_What is expected_: Whichever lines of the material contain "search", copy each of them.

_Data under study_:
☆ ☆ ☆ ☆ ☆ ☆ ☆
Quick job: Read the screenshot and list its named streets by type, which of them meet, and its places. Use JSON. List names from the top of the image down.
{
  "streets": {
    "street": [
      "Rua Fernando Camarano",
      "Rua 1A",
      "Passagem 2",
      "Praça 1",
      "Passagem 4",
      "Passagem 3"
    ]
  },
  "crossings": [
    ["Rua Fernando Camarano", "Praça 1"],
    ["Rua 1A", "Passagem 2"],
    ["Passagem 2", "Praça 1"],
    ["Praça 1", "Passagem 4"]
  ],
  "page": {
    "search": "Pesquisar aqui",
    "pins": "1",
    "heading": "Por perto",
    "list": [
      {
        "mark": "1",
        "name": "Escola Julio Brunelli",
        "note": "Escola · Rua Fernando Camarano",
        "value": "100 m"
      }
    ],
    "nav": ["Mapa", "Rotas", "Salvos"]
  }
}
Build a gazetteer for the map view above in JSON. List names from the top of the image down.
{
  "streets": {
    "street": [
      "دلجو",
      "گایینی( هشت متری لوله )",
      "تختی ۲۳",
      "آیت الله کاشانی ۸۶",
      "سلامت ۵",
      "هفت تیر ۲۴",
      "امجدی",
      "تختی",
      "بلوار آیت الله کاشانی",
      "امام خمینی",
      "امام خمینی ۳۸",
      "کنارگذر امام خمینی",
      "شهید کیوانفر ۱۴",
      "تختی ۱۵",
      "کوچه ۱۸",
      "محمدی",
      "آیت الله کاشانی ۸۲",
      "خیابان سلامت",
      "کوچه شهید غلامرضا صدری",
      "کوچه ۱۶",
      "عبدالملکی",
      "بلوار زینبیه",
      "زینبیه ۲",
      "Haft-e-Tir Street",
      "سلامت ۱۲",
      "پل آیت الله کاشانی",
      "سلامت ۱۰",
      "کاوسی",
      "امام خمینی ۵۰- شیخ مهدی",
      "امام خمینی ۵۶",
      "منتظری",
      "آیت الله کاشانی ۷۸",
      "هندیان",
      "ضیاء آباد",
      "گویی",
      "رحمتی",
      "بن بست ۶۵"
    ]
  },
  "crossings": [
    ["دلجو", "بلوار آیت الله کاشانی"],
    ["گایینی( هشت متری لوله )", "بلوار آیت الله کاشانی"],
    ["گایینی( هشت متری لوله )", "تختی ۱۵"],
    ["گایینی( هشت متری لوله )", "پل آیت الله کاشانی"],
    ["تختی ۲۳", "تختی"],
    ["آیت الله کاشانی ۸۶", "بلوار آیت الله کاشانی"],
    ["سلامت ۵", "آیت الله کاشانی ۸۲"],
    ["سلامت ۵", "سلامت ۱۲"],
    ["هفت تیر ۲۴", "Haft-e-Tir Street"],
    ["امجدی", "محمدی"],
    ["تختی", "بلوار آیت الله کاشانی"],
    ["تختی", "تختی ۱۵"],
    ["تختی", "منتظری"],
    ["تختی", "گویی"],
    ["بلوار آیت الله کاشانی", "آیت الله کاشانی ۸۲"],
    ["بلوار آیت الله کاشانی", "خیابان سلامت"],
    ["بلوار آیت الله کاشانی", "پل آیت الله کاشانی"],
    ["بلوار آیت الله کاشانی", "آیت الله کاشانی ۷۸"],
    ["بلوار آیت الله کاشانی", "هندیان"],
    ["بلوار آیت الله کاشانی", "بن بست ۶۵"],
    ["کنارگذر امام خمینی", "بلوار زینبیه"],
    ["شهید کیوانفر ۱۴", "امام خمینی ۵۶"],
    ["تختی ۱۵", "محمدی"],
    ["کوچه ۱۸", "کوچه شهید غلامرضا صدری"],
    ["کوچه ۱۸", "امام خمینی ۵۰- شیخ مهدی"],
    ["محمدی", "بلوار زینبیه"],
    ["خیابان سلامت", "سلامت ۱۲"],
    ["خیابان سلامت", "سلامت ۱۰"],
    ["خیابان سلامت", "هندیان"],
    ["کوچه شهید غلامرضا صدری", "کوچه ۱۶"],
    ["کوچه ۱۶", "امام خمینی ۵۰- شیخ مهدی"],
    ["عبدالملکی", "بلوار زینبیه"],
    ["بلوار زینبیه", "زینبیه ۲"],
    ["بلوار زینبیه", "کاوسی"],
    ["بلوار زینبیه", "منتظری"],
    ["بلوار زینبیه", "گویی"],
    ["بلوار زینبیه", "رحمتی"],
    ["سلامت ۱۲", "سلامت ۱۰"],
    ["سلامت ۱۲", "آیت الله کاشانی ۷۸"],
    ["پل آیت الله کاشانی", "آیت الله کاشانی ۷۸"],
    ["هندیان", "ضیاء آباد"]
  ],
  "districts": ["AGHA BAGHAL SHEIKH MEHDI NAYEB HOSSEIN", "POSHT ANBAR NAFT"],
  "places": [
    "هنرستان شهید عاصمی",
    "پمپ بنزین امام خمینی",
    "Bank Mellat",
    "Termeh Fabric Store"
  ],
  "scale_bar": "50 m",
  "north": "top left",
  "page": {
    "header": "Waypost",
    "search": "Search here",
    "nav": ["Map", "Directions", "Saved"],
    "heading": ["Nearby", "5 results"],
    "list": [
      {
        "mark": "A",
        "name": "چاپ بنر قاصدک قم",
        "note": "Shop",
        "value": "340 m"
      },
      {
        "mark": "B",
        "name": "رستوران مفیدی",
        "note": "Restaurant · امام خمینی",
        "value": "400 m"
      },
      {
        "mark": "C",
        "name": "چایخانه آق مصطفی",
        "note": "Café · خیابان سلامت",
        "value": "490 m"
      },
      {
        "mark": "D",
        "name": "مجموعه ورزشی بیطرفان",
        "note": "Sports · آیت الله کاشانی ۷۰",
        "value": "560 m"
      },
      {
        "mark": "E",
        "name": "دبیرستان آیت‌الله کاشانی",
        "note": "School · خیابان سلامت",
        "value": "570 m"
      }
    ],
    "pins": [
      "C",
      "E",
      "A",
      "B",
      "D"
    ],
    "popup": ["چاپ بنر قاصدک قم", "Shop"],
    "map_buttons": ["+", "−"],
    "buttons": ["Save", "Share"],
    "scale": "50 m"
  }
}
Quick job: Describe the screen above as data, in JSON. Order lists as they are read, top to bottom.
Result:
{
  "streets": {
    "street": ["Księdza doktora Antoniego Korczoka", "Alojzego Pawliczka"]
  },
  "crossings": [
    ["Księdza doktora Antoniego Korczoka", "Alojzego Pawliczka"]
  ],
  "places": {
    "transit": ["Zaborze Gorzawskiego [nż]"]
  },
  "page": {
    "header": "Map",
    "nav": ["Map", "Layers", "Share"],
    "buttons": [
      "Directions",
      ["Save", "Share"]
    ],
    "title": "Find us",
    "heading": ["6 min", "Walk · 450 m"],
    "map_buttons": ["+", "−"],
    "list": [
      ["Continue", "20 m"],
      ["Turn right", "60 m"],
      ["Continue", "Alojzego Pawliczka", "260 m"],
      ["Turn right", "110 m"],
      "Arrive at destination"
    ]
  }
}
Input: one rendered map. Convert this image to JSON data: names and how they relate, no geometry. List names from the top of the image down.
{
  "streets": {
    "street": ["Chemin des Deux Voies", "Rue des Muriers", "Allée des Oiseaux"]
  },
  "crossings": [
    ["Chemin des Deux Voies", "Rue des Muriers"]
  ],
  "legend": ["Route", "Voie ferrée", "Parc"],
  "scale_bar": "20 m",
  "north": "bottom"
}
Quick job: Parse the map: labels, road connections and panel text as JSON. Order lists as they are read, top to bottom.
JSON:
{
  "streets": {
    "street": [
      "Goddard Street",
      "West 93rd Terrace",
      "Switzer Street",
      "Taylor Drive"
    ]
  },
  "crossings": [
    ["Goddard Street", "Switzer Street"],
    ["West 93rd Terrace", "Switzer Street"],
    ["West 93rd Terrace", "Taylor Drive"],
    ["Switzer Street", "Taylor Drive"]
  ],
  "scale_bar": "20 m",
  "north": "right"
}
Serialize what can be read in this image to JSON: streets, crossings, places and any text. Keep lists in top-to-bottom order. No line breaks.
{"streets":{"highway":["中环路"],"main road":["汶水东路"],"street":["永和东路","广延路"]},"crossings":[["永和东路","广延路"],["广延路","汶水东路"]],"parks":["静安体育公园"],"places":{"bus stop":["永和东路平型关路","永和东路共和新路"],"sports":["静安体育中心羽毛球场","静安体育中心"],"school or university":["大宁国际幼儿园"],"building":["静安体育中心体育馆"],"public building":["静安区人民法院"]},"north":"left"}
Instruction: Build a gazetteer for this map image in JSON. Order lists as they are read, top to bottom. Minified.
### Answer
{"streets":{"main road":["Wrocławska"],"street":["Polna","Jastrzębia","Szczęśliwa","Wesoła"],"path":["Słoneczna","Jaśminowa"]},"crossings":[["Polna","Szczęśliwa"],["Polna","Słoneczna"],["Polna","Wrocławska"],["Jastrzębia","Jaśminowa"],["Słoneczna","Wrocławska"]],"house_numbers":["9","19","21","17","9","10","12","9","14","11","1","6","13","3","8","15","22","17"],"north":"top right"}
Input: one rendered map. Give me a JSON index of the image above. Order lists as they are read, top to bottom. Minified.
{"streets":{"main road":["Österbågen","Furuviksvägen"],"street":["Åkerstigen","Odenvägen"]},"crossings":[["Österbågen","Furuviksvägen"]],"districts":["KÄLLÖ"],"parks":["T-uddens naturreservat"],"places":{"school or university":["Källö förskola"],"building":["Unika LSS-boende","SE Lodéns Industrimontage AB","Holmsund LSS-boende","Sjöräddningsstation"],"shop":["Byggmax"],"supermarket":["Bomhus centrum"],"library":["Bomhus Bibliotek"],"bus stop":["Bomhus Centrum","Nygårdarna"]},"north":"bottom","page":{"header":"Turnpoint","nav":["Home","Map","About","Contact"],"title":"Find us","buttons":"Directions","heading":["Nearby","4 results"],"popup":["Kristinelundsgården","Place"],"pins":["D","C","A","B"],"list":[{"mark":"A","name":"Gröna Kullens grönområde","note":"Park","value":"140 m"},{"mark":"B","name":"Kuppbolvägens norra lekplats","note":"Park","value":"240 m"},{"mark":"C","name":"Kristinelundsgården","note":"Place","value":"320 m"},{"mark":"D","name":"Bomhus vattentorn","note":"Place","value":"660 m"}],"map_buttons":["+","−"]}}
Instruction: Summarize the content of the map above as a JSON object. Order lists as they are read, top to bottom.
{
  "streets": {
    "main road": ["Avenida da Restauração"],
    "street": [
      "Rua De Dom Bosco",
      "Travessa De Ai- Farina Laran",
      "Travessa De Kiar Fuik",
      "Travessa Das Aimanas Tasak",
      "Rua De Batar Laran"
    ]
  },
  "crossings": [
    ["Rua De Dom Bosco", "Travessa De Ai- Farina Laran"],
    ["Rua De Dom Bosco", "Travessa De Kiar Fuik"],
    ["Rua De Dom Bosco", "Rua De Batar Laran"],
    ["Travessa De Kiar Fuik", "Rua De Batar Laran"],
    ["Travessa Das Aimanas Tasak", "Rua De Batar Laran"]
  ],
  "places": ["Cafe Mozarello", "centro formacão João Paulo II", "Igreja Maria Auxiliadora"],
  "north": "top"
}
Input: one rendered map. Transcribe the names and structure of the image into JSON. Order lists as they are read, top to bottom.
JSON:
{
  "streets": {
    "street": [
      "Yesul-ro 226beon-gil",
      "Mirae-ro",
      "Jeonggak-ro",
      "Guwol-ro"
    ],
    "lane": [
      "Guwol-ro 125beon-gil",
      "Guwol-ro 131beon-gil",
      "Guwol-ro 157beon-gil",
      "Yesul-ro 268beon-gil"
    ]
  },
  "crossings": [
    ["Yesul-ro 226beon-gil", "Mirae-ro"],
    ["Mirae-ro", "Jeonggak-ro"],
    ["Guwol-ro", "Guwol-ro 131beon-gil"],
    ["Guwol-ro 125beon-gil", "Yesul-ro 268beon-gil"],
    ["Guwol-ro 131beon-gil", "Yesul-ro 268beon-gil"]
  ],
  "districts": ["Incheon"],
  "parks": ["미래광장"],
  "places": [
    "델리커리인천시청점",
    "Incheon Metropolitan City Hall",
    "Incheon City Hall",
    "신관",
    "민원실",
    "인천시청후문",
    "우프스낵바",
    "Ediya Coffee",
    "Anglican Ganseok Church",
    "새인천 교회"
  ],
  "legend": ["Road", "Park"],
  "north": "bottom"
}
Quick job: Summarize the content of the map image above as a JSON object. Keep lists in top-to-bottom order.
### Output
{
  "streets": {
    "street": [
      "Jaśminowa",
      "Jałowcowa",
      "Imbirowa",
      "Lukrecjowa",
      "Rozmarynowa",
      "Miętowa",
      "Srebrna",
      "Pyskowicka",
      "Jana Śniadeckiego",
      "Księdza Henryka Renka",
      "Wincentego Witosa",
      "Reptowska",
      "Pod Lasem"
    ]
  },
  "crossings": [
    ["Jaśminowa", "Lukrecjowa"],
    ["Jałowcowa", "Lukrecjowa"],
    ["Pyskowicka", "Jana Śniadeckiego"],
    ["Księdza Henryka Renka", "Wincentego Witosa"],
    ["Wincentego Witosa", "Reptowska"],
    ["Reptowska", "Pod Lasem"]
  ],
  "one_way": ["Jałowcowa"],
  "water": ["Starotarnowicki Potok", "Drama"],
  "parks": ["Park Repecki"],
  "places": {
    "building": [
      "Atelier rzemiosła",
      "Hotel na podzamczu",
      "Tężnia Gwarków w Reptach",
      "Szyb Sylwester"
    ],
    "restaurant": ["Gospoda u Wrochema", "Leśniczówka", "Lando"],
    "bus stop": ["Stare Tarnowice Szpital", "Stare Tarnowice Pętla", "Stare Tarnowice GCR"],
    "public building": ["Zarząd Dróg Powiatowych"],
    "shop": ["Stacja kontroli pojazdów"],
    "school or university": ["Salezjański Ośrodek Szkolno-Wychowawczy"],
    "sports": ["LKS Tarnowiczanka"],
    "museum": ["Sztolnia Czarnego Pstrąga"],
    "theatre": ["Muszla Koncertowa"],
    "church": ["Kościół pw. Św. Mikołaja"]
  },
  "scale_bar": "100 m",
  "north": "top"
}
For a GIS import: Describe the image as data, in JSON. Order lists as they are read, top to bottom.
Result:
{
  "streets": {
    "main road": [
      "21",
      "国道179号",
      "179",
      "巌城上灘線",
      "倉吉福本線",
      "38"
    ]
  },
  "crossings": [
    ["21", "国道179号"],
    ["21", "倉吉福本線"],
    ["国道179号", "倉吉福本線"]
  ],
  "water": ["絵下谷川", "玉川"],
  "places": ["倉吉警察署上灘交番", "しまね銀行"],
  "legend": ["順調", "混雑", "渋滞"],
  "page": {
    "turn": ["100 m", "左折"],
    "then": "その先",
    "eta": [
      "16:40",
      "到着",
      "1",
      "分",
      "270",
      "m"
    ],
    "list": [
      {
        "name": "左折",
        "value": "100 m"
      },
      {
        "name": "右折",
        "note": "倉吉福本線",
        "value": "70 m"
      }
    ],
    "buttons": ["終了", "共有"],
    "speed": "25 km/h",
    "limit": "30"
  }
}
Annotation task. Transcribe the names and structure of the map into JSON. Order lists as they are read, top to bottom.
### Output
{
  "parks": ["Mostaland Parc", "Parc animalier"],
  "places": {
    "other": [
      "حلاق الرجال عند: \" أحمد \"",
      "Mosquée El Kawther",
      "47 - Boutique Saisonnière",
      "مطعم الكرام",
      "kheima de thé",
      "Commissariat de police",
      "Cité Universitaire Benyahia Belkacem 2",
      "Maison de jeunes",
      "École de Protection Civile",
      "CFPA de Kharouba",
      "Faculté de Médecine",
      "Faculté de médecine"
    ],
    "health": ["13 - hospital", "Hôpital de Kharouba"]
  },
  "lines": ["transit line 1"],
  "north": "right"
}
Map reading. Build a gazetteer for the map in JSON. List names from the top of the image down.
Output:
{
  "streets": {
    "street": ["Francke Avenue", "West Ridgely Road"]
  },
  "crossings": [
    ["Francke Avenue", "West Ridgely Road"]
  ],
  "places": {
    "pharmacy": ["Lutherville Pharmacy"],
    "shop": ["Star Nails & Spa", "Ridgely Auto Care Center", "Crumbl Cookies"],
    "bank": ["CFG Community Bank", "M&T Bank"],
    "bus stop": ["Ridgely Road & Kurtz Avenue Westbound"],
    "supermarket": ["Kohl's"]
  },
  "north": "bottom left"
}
☆ ☆ ☆ ☆ ☆ ☆ ☆
_Output for this task_:
    "search": "Pesquisar aqui",
    "search": "Search here",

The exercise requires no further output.